About this exercise ▸ How many lines in the records below contain the word "list"? Answer with the number and nothing else.

━━━━━━━━

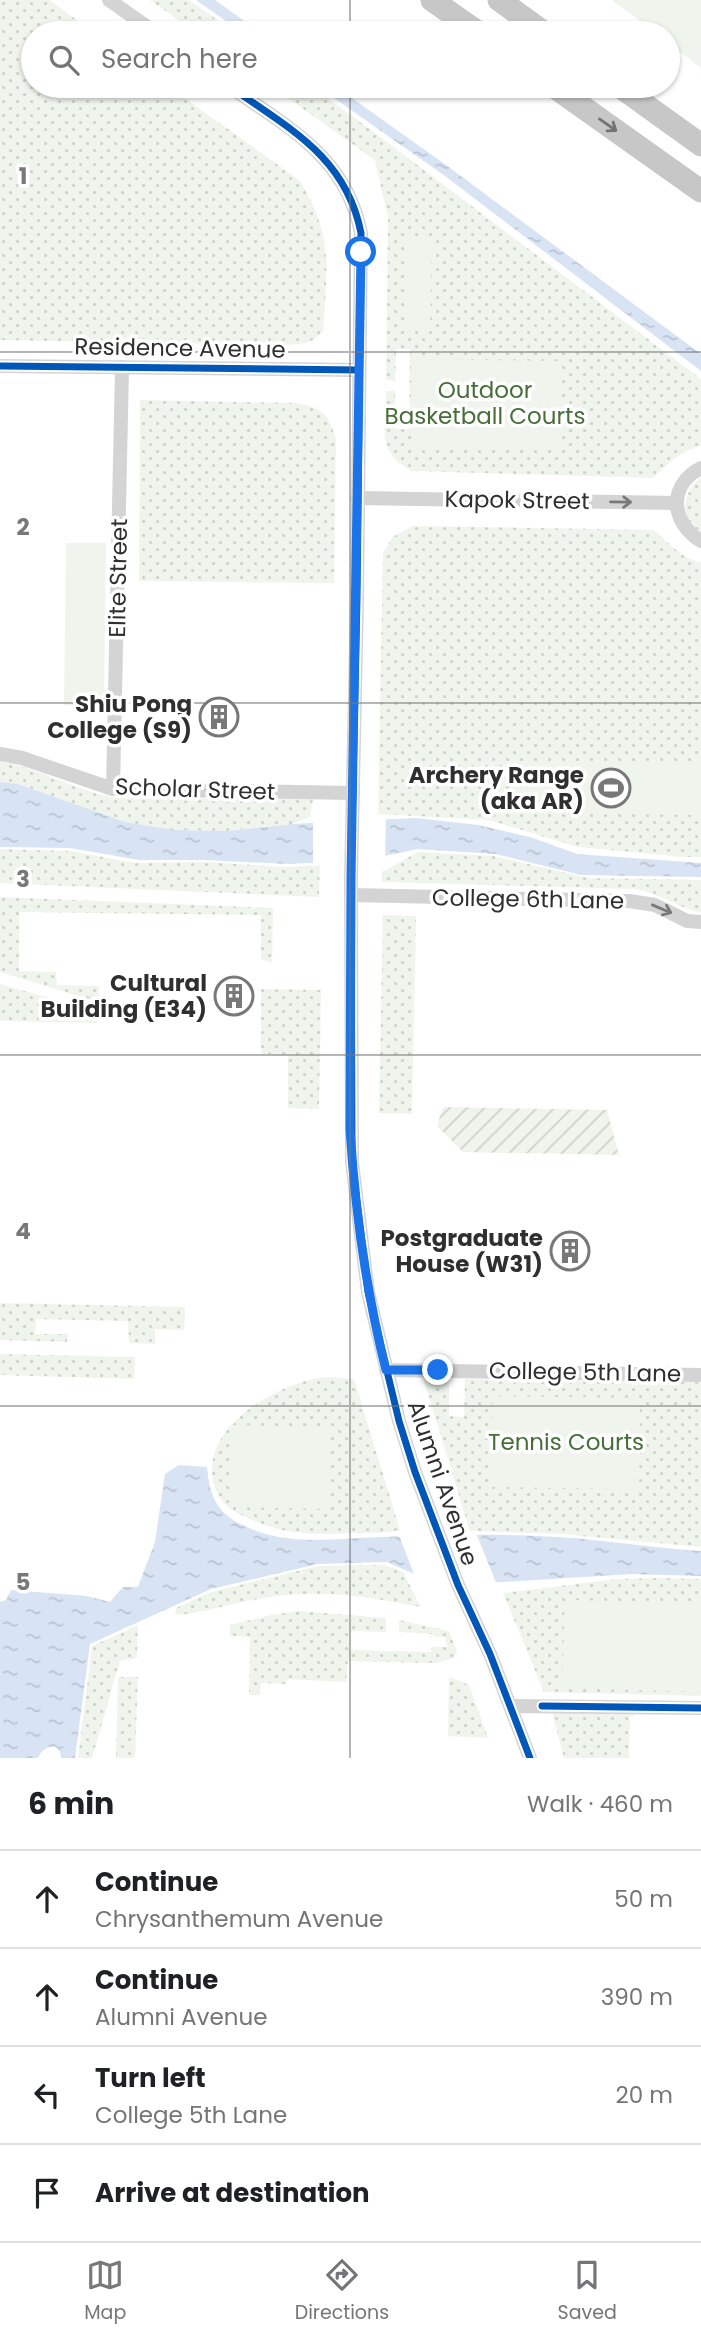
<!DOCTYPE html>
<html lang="en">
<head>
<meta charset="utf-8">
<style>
  :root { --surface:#fff; --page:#f2f2f2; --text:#202124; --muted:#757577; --line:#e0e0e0; --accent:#787878 }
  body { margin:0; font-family:Poppins,sans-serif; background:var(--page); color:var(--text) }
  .stop { position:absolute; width:21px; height:21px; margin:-16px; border:5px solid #1a73e8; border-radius:50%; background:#fff }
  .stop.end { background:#1a73e8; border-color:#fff; box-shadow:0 2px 7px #0008 }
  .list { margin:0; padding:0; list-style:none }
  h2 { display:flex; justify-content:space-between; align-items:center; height:91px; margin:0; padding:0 28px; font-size:30px }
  h2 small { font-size:23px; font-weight:400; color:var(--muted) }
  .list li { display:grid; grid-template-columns:46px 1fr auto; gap:21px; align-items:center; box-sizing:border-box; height:98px; padding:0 28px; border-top:2px solid var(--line) }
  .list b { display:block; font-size:26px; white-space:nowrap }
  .list p { margin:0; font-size:23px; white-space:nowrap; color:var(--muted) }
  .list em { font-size:23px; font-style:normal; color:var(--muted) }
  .icon { flex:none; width:38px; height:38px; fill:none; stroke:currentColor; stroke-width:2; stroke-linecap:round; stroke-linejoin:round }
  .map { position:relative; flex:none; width:701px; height:1758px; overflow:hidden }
  .search { position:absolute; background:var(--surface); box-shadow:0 2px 5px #0004; left:21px; right:21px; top:21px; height:77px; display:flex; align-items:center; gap:18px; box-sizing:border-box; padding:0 24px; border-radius:38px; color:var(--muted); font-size:26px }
  .sheet { height:483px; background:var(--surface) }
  nav { display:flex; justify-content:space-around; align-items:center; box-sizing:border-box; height:98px; border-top:2px solid var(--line); background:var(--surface); font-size:19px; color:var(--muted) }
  nav a { display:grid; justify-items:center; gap:4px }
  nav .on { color:var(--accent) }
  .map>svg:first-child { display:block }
  .grass { fill:url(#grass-dots) }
  .park { fill:#eff5ec }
  .garden { fill:url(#garden-furrows) }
  .water { fill:url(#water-ripples) }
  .pier { fill:#fff }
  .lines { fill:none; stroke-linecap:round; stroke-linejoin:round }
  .street { stroke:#d4d4d4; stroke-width:14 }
  .primary { stroke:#c7c7c7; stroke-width:23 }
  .cycleway-casing { stroke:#fff; stroke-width:11 }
  .cycleway { stroke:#0057b8; stroke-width:7 }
  .oneway { stroke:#737373 }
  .oneway2 { stroke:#797979 }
  .route { stroke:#1a73e8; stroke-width:9 }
  .grid { fill:none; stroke:#787878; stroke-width:2; stroke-opacity:0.55 }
  .labels { text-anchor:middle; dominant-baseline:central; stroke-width:7; stroke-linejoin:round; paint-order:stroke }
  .street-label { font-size:23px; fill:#2f2f2f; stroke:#fff }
  .park-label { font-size:23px; fill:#466e39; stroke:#fff }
  .poi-label { font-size:23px; font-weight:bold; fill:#2f2f2f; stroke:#fff; text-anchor:end }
  .grid-label { font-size:23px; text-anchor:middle; font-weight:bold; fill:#787878; stroke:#fff; stroke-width:7; stroke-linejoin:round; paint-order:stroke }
</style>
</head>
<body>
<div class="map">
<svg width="701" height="1758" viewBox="0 0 701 1758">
  <defs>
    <pattern id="grass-dots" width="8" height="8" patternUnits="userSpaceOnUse" patternTransform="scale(1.75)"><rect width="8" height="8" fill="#eff5ec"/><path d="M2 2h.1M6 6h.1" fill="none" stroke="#cdd2cb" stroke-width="1.8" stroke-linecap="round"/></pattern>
    <pattern id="garden-furrows" width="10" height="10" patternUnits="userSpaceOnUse" patternTransform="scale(1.75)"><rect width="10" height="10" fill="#eff5ec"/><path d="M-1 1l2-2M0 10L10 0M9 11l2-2" fill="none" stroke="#cdd2cb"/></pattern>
    <pattern id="water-ripples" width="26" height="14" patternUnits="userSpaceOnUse" patternTransform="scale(1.75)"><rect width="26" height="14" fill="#d8e3f3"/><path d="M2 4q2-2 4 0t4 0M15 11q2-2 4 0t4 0" fill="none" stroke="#bac3d1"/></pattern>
  </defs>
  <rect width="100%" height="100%" fill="#fff"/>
  <g class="grass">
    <path d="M0 0H49L95 33H33V86H168L299 180C334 234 327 270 323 331 314 343 303 344 288 345L0 340Z"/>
    <path d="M150 0H189L236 33H197Z"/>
    <path d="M271 86H310L367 127 701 379V446C682 450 667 464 653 478L412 471C376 453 385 426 386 391H395V429H409L410 349H396L395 381 386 380 388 217 375 160Z"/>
    <path d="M140 400 297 403C322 408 328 414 336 439L334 583 139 581Z"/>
    <path d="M701 477V532C678 519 682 492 701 477Z"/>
    <path d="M412 526 654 530C668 542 682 559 701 562V857H683L578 847 489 820 378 814 383 553 393 537Z"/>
    <path d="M0 761C41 769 78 792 118 798L313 799 310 817 293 824 227 831 174 830 125 822 18 784 0 782Z"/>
    <path d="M0 849 70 851 136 863 205 862 286 867 320 865 319 897 0 883Z"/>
    <path d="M418 852 494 856 588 878 701 880V912C676 908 661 893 634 889L382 882V872Z"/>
    <path d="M0 897 273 908 272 963 261 959V915L19 912V971L56 972 57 985 99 986V1002L0 972Z"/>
    <path d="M383 915 416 916 412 1114 379 1113Z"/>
    <path d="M0 984 98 1012 97 1023 0 1021Z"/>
    <path d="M261 989 321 990 319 1109 288 1108V1055L261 1054Z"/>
    <path d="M0 1303 185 1307 184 1330 155 1329V1344L129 1343 128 1321 36 1319 35 1334H68L67 1342 0 1340Z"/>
    <path d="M0 1354 135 1357 134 1379 0 1375Z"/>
    <path d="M327 1377 354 1379 400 1530C384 1534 368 1533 352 1533 315 1535 282 1535 248 1518 239 1514 228 1509 222 1501 181 1438 275 1381 327 1377Z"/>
    <path d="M423 1378 449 1379V1416L464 1417 465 1379 701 1382V1547L560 1534 470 1531Z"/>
    <path d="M385 1565 403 1572 421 1607C370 1597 322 1589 271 1597 238 1601 208 1613 175 1615L176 1608 211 1592 318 1566Z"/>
    <path d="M660 1578 701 1579V1696L544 1692 503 1593 616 1579Z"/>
    <path d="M298 1611 386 1618V1632L350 1631V1650L431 1652 432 1647H447L445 1637H435L432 1634 399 1632V1620L449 1631 457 1651 454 1658 436 1663 348 1661 346 1682 286 1679V1684L261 1683 260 1695H249L250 1637 230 1636V1625L271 1615Z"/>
    <path d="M138 1625 137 1658 120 1661 92 1758H78L92 1646Z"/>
    <path d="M118 1677H138L135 1758H116Z"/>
    <path d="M449 1677 469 1685 488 1738 448 1736Z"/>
    <path d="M634 1710V1716H630L629 1758H564L552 1712Z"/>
  </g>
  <g class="park">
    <path d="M612 0H701V68L668 43V33H656Z"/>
    <path d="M407 239 432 240 430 331H406Z"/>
    <path d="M413 359 559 361 558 448 412 446Z"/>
    <path d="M66 543H106L104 706 64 705Z"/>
    <path d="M521 761 701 763V815L520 813Z"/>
    <path d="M493 1396 640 1398 639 1489 492 1487Z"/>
    <path d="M232 1425 330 1427 328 1509 230 1507Z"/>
    <path d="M565 1600 701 1603V1692L562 1688Z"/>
  </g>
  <path class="garden" d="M443 1107 607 1110 619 1155 463 1152 437 1126Z"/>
  <g class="water">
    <path d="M196 0H215L261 33H243Z"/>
    <path d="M317 86H335L446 165 701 354V371L445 176Z"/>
    <path d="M0 782 18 784 125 822 174 830 227 831 293 824 416 818 478 825 530 837 577 854 701 863V877L581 875 496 854 417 849 365 860 289 864 204 860H139L70 848 0 847Z"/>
    <path d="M179 1465 207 1467C210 1502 220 1517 254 1530 294 1546 339 1538 381 1537 439 1535 499 1533 557 1537 605 1540 653 1548 701 1551V1576L631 1574 487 1583 428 1580 387 1562 318 1564 211 1589 90 1644 75 1758H61L60 1752 56 1747C47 1746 42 1750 38 1758H0V1602L6 1600 11 1590 87 1596 110 1602 123 1587H138L155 1542 165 1474Z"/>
  </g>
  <g class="pier">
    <path d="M386 816 385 859 365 864 313 866V820Z"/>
    <path d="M440 1531 476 1533 497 1585 428 1584 416 1579 398 1533Z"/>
  </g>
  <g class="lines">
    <g class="street">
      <path d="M109 0 156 33"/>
      <path d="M229 86C288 128 346 156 361 233L357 598 351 878 352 1162 368 1292 399 1421 415 1472 458 1585 490 1654 530 1758"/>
      <path d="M0 366 359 370"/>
      <path d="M701 468C668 485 670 522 701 541"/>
      <path d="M357 498 677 503"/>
      <path d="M0 754 22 758 113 789 353 793"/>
      <path d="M113 789 122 367"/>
      <path d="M351 895 629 901 655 905 687 921 701 922"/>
      <path d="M386 1370 701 1375"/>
      <path d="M511 1706 701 1708"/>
    </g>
    <g class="primary">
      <path d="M432 0 479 33"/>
      <path d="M499 0 545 33"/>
      <path d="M553 86 701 191"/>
      <path d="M619 86 701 145"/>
    </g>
    <defs>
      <g id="cycleway">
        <path d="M229 86C288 128 346 156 361 233L357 598 351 878 352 1162 368 1292 399 1421 415 1472 458 1585 490 1654 530 1758"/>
        <path d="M0 366 359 370"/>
        <path d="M542 1706 701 1708"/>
      </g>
    </defs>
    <use href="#cycleway" class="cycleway-casing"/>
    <use href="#cycleway" class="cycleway"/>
  </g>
  <defs><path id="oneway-shaft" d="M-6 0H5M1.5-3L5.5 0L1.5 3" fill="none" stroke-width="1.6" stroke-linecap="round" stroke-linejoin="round" transform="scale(1.75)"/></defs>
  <use class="oneway" href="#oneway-shaft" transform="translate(608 125) rotate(35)"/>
  <g class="oneway2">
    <use href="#oneway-shaft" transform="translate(621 502) rotate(1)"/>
    <use href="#oneway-shaft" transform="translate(662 909) rotate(23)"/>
  </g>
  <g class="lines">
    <path class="route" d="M361 252 351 878 350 1129C355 1210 366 1291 386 1370H438"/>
  </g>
  <path class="grid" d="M350 0V33M350 86V1758M0 352H701M0 703H701M0 1055H701M0 1406H701"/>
  <defs>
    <symbol id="building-ring" viewBox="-11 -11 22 22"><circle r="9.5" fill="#fff" stroke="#787878" stroke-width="1.5"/><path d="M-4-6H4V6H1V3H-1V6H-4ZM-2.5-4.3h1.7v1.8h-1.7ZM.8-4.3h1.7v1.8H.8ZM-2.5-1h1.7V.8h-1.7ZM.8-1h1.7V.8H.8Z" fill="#787878"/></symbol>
    <symbol id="stadium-ring" viewBox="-11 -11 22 22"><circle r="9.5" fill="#fff" stroke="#787878" stroke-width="1.5"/><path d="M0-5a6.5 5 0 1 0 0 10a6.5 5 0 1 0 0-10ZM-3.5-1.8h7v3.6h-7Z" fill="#787878"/></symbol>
  </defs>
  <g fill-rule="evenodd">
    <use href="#building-ring" x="197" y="695" width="44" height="44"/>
    <use href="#stadium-ring" x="589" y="766" width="44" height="44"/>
    <use href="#building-ring" x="212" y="974" width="44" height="44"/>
    <use href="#building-ring" x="548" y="1229" width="44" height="44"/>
  </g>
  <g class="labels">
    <g class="street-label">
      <text transform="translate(180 348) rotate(1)">Residence Avenue</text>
      <text transform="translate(517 500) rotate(1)">Kapok Street</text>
      <text transform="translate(118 578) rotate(-89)">Elite Street</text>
      <text transform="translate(195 789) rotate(2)">Scholar Street</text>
      <text transform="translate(528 899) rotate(1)">College 6th Lane</text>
      <text transform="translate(585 1372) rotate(1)">College 5th Lane</text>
      <text transform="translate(443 1483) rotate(71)">Alumni Avenue</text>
    </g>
    <g class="park-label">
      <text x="485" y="390">Outdoor<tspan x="485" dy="26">Basketball Courts</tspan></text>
      <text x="566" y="1442">Tennis Courts</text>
    </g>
    <g class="poi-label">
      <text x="192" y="704">Shiu Pong<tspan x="192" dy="26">College (S9)</tspan></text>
      <text x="584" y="775">Archery Range<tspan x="584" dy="26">(aka AR)</tspan></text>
      <text x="207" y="983">Cultural<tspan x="207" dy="26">Building (E34)</tspan></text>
      <text x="543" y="1238">Postgraduate<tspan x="543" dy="26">House (W31)</tspan></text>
    </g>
  </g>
  <g class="grid-label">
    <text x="23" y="184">1</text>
    <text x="23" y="535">2</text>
    <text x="23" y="887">3</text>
    <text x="23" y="1239">4</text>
    <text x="23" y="1590">5</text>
  </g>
</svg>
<div class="stop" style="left:361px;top:252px"></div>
<div class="stop end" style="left:438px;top:1370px"></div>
<div class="search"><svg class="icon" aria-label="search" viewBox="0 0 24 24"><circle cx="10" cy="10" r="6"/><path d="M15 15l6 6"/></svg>Search here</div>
</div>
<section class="sheet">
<h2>6 min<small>Walk · 460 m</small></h2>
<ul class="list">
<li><svg class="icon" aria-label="ahead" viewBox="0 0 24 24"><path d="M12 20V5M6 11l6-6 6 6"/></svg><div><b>Continue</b><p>Chrysanthemum Avenue</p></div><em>50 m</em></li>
<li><svg class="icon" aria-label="ahead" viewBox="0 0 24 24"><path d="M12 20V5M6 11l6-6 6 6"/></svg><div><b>Continue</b><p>Alumni Avenue</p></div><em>390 m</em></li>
<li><svg class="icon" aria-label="left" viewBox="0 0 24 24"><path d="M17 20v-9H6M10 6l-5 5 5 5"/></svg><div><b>Turn left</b><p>College 5th Lane</p></div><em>20 m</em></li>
<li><svg class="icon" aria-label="arrive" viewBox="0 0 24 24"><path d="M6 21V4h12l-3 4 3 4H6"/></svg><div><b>Arrive at destination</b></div></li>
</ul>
</section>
<nav>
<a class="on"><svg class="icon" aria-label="map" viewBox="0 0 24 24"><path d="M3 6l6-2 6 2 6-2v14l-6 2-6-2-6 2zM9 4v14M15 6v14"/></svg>Map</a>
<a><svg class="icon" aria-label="directions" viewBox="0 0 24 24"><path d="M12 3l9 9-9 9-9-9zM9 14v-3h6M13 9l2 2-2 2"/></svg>Directions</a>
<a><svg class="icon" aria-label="saved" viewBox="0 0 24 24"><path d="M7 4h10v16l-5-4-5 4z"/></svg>Saved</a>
</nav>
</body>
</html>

━━━━━━━━

Response box ▸ 6